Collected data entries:
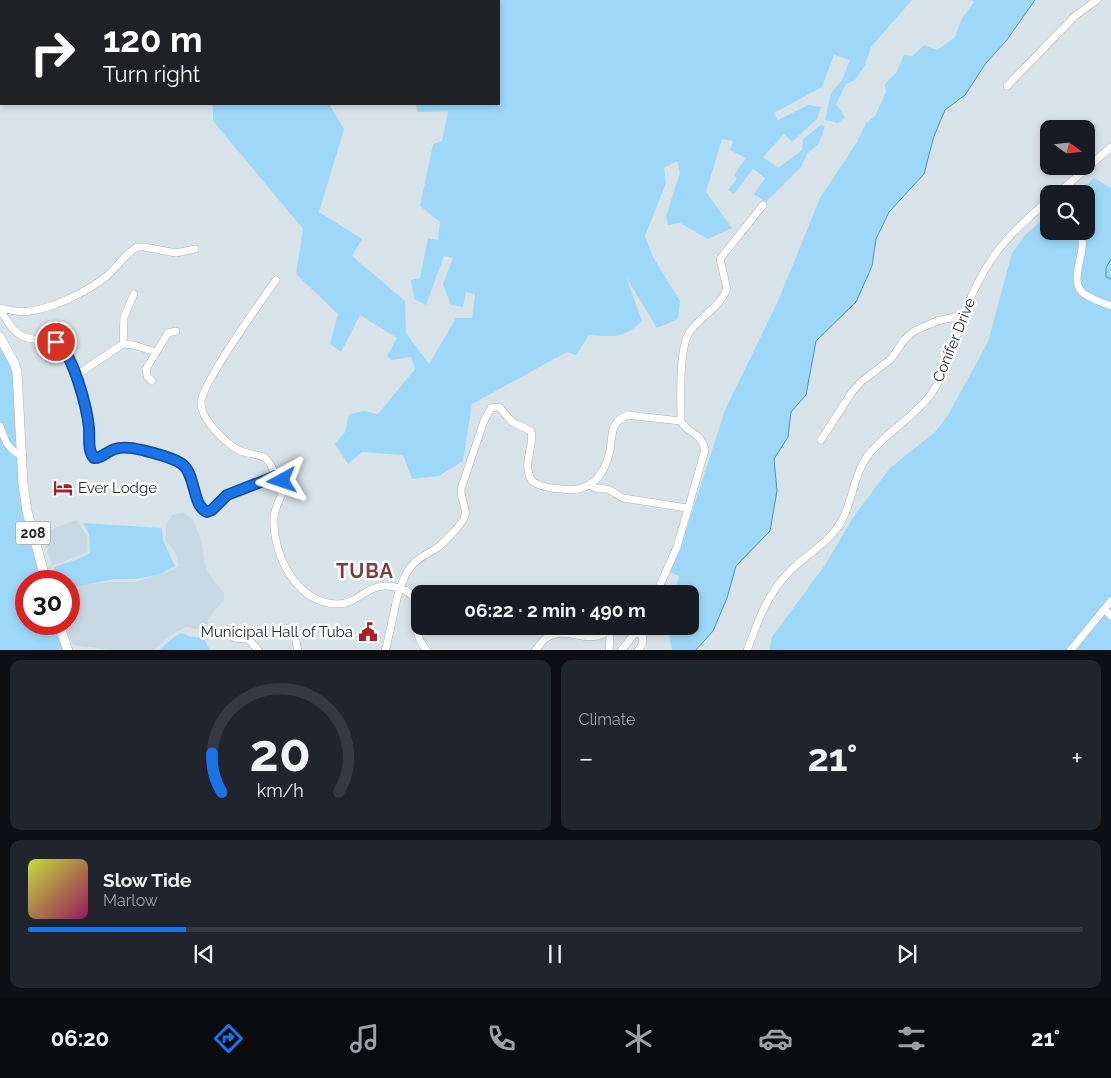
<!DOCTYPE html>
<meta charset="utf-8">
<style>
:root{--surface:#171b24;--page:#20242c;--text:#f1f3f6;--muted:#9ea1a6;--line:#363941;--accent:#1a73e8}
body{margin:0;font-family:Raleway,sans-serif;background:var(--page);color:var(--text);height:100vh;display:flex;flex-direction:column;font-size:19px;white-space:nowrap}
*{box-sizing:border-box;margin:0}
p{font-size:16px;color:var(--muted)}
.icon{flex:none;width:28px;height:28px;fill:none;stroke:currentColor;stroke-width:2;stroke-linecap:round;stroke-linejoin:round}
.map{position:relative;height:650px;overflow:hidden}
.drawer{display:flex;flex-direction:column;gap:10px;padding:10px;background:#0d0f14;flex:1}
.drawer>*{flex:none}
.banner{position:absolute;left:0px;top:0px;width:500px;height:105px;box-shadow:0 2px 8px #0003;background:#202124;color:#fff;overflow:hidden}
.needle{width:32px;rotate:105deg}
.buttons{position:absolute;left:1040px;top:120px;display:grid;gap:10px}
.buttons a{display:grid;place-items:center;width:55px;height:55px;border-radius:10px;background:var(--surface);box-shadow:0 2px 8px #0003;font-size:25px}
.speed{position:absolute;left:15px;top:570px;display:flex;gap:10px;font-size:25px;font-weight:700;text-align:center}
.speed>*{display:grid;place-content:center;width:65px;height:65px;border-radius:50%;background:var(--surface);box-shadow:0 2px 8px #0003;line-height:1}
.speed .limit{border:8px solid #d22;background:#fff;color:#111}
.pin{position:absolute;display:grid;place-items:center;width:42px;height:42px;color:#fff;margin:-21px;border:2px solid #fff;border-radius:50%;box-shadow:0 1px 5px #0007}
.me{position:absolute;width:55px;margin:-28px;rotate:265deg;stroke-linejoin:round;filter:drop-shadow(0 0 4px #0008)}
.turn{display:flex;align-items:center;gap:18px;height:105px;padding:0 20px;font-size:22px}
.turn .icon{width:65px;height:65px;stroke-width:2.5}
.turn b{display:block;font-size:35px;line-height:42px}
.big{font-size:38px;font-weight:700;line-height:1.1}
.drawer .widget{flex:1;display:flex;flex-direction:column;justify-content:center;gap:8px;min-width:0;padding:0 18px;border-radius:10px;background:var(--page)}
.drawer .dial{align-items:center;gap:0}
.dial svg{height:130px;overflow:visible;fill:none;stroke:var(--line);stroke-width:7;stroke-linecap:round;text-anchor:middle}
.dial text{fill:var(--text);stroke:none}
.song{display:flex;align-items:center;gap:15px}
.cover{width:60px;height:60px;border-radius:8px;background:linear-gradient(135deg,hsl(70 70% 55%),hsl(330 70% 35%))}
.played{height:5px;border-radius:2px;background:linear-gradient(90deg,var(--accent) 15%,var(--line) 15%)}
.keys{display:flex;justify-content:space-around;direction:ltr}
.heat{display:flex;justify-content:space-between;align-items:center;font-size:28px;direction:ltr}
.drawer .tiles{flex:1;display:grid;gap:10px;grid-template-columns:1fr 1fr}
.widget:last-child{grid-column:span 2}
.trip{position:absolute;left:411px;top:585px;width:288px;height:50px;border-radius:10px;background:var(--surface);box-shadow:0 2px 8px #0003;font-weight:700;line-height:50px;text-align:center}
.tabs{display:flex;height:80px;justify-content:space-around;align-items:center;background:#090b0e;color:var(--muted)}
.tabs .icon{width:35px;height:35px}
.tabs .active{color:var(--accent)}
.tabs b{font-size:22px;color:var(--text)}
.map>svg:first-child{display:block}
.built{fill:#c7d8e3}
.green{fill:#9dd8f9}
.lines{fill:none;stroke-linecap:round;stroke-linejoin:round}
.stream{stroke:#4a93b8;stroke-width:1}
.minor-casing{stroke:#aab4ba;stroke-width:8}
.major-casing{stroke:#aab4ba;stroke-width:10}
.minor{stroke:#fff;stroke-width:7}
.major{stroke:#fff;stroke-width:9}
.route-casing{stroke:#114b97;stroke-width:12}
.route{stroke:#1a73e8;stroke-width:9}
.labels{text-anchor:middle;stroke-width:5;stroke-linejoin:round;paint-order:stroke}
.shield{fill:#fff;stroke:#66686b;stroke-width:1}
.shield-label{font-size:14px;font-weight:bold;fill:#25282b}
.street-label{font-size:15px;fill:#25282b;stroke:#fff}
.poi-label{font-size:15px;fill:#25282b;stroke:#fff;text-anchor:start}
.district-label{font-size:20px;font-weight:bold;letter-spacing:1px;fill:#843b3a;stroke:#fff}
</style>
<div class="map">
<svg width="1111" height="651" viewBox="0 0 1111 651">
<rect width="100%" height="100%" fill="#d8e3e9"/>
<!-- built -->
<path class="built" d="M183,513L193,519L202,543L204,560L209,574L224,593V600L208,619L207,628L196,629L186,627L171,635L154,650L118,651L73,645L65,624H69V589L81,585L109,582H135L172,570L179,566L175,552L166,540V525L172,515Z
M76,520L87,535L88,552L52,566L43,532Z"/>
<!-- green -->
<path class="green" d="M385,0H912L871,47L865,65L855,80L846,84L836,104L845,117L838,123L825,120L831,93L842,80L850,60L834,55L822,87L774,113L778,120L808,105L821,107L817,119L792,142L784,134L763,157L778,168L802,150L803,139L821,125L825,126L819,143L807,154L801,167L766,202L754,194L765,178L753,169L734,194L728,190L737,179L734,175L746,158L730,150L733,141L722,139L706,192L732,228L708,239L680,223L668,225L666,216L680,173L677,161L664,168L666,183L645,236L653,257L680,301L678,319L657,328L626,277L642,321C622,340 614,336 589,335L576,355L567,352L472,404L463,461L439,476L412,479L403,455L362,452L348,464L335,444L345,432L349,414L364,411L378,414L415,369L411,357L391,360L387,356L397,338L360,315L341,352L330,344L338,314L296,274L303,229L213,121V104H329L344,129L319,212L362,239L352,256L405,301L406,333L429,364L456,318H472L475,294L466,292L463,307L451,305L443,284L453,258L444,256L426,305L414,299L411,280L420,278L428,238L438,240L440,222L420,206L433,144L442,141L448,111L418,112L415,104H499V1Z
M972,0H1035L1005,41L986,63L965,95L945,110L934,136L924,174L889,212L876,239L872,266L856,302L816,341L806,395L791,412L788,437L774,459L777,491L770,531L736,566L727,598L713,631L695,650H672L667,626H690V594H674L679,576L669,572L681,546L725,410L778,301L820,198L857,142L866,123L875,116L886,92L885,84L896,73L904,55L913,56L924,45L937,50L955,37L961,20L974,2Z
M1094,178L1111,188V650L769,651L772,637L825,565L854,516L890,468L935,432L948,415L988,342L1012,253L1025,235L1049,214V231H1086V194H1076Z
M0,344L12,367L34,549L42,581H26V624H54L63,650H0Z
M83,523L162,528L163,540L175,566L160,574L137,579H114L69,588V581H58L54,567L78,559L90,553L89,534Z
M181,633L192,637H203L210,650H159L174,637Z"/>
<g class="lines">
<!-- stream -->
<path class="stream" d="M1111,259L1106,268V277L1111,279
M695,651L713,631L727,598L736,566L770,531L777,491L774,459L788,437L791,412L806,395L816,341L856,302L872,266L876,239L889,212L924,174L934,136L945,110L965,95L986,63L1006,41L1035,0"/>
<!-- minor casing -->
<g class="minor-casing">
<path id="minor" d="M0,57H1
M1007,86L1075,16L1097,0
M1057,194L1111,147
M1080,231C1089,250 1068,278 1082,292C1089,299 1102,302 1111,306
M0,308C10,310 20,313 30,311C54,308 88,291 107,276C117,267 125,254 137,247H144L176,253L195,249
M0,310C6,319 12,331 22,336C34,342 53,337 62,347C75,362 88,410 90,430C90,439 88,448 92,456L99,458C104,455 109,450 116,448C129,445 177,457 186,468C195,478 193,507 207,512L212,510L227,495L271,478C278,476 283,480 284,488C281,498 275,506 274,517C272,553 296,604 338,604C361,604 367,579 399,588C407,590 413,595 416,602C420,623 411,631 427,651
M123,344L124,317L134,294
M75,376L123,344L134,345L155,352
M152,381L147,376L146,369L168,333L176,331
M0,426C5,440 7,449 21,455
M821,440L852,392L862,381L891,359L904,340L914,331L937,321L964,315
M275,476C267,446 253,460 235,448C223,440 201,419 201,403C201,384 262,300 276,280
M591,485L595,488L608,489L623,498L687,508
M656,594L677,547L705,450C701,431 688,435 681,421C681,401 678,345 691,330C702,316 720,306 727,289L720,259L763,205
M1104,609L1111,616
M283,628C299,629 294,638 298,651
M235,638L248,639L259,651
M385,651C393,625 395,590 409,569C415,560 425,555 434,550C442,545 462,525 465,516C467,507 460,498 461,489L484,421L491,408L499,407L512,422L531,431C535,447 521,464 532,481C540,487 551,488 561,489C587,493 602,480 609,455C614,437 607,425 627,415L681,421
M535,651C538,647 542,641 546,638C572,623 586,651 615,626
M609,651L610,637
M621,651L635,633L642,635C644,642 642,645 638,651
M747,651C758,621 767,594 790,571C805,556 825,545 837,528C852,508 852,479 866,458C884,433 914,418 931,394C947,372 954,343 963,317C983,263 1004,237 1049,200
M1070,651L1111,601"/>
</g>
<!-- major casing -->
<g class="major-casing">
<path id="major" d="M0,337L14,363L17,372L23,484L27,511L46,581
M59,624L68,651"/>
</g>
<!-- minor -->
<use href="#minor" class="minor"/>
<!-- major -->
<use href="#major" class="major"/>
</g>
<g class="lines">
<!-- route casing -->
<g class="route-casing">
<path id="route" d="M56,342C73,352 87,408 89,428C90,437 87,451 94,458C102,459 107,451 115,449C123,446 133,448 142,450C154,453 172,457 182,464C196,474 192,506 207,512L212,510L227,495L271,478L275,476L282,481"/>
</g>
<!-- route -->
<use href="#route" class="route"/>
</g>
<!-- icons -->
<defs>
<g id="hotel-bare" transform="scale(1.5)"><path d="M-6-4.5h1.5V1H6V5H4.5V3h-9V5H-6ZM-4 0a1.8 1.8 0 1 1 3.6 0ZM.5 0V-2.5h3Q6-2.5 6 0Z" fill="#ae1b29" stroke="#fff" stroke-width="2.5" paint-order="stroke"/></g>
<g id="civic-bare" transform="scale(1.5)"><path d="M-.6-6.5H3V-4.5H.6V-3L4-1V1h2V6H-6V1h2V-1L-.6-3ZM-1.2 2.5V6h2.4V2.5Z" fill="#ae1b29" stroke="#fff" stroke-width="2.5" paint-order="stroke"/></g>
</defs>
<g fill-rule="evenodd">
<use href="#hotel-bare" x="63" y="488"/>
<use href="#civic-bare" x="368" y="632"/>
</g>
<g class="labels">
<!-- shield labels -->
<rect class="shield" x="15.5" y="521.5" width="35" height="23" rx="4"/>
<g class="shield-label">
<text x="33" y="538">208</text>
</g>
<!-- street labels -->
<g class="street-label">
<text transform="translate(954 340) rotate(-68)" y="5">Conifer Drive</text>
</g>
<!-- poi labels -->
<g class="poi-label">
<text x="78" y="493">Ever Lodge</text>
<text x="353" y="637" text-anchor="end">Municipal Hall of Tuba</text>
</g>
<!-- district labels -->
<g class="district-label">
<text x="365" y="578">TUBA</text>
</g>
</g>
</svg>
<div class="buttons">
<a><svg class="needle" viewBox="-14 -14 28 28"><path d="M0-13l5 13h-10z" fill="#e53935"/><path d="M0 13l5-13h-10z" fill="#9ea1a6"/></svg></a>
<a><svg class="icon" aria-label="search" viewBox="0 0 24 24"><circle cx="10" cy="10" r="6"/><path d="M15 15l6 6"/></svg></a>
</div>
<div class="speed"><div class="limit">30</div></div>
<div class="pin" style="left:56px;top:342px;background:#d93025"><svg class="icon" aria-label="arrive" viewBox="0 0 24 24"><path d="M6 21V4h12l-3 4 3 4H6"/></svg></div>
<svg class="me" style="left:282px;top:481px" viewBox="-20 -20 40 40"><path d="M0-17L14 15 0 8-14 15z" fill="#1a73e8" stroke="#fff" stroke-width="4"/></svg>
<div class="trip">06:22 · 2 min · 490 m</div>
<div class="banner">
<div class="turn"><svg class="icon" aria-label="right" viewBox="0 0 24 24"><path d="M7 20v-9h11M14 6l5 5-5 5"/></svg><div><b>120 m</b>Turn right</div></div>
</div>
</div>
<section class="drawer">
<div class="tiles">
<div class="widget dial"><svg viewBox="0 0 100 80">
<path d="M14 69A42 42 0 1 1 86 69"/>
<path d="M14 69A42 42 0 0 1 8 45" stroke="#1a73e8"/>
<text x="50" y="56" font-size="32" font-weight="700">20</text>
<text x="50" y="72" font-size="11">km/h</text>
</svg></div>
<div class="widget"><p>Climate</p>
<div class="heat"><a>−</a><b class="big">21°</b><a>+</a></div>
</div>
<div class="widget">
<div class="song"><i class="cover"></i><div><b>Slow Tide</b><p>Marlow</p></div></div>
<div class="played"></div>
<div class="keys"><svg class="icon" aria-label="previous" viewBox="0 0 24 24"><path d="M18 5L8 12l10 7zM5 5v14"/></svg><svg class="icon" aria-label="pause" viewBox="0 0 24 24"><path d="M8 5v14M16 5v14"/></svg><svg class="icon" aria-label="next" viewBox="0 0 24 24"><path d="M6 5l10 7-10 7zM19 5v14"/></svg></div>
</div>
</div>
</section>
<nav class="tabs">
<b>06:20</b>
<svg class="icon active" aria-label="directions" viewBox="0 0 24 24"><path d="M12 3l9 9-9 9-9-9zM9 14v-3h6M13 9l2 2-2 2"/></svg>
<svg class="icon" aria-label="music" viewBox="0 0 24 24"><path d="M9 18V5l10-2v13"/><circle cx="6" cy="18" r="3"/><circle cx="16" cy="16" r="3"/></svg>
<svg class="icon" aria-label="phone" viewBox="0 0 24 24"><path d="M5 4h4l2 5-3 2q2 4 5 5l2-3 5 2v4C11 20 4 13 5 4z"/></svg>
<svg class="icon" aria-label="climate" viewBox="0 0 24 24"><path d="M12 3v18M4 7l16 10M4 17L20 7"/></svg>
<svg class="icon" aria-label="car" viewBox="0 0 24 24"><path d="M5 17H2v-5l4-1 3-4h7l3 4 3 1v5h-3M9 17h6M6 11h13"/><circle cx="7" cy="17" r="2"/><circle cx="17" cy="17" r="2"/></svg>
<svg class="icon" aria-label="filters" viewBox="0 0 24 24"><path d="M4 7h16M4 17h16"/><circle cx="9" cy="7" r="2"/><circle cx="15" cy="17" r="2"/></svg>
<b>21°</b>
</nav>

*TASK PROMPT*
Pull out all lines from the entries above that include the word "tiles".

*TASK ANSWER*
.drawer .tiles{flex:1;display:grid;gap:10px;grid-template-columns:1fr 1fr}
<div class="tiles">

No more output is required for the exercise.